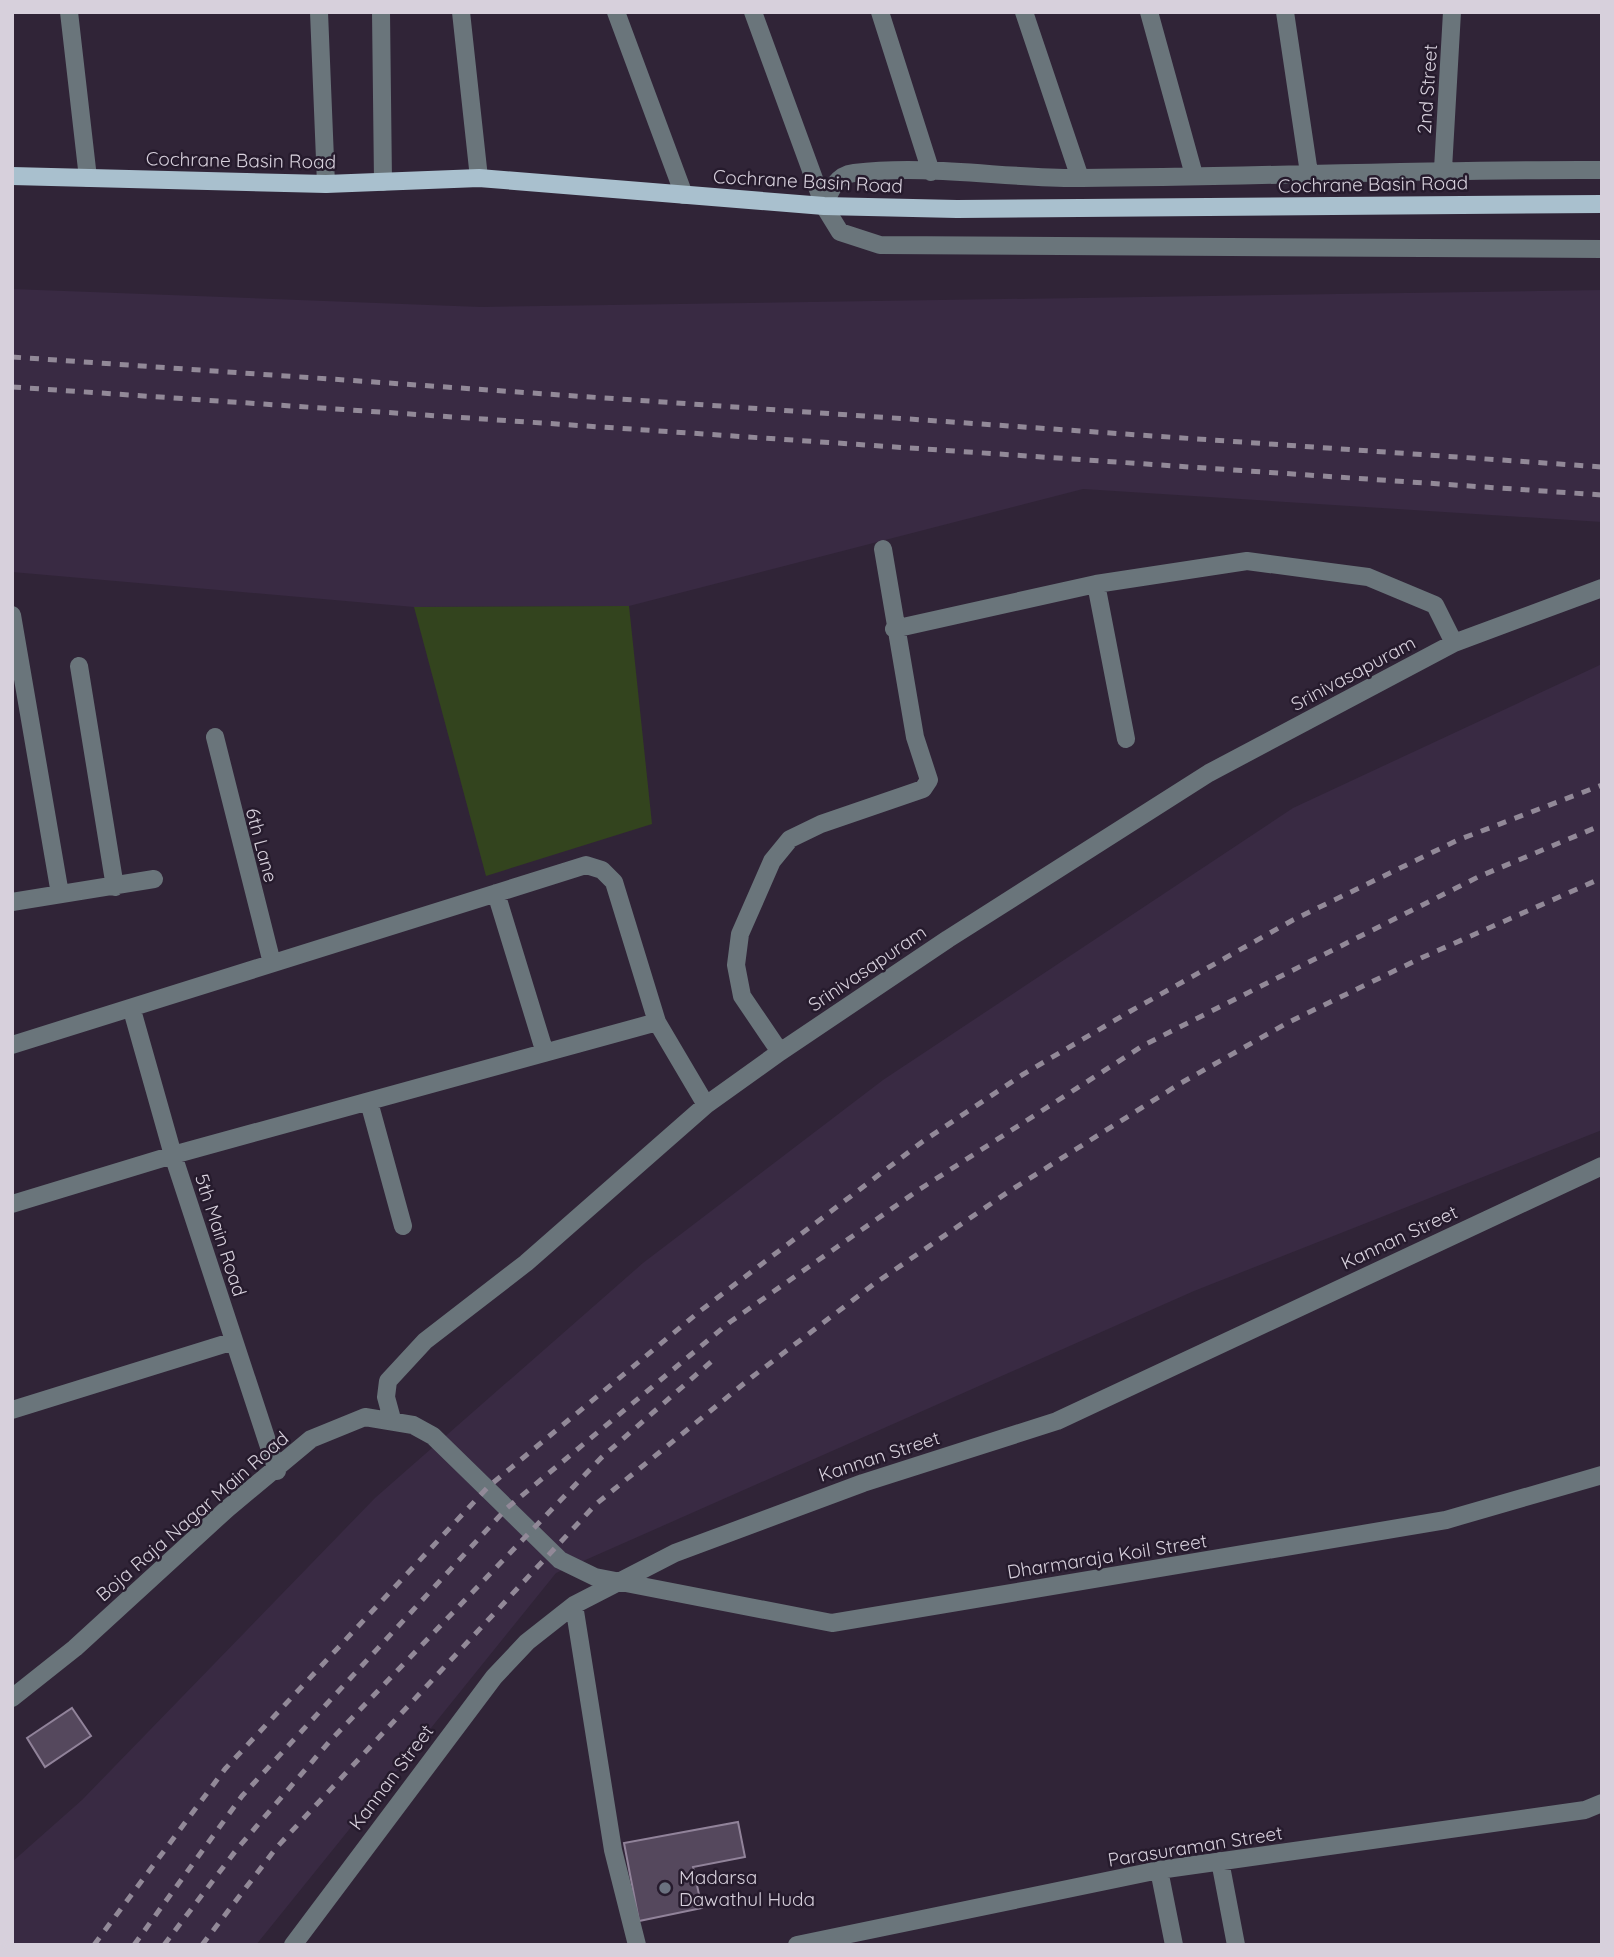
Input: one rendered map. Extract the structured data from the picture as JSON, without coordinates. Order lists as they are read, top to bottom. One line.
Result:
{"streets":{"main road":["Cochrane Basin Road"],"street":["2nd Street","Srinivasapuram","6th Lane","5th Main Road","Kannan Street","Boja Raja Nagar Main Road","Dharmaraja Koil Street","Parasuraman Street"]},"crossings":[["Srinivasapuram","Boja Raja Nagar Main Road"],["5th Main Road","Boja Raja Nagar Main Road"],["Kannan Street","Boja Raja Nagar Main Road"],["Kannan Street","Dharmaraja Koil Street"],["Boja Raja Nagar Main Road","Dharmaraja Koil Street"]],"places":["Madarsa Dawathul Huda"]}
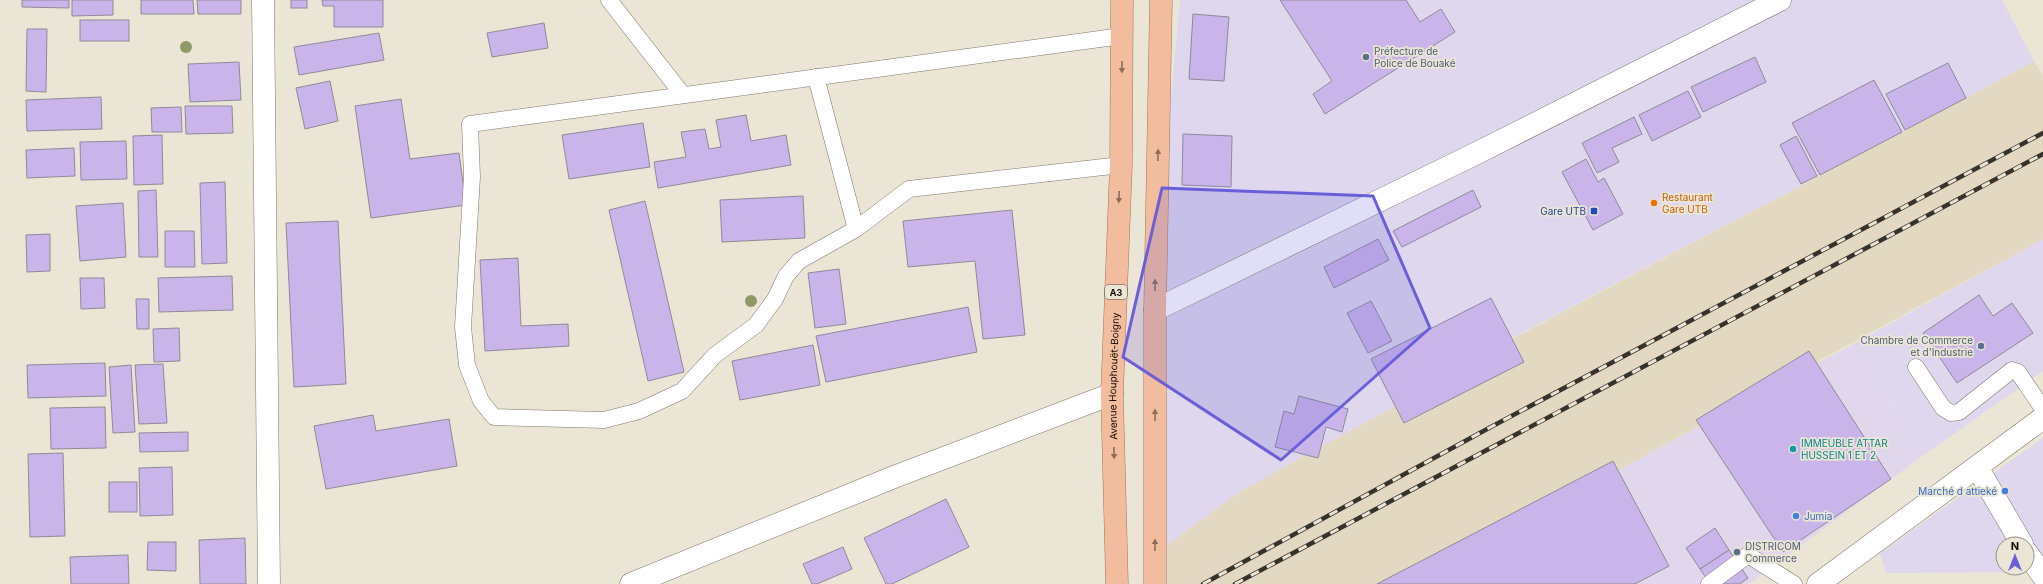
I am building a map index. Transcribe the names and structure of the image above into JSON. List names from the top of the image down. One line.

### Work task
The pictures should not be reproduced; quote all of the other material exactly.

### Response box
Input: one rendered map. Extract the structured data from the picture as JSON, without coordinates. Order lists as they are read, top to bottom. One line.
Result:
{"streets":{"main road":["Cochrane Basin Road"],"street":["2nd Street","Srinivasapuram","6th Lane","5th Main Road","Kannan Street","Boja Raja Nagar Main Road","Dharmaraja Koil Street","Parasuraman Street"]},"crossings":[["Srinivasapuram","Boja Raja Nagar Main Road"],["5th Main Road","Boja Raja Nagar Main Road"],["Kannan Street","Boja Raja Nagar Main Road"],["Kannan Street","Dharmaraja Koil Street"],["Boja Raja Nagar Main Road","Dharmaraja Koil Street"]],"places":["Madarsa Dawathul Huda"]}
I am building a map index. Transcribe the names and structure of the image above into JSON. List names from the top of the image down. One line.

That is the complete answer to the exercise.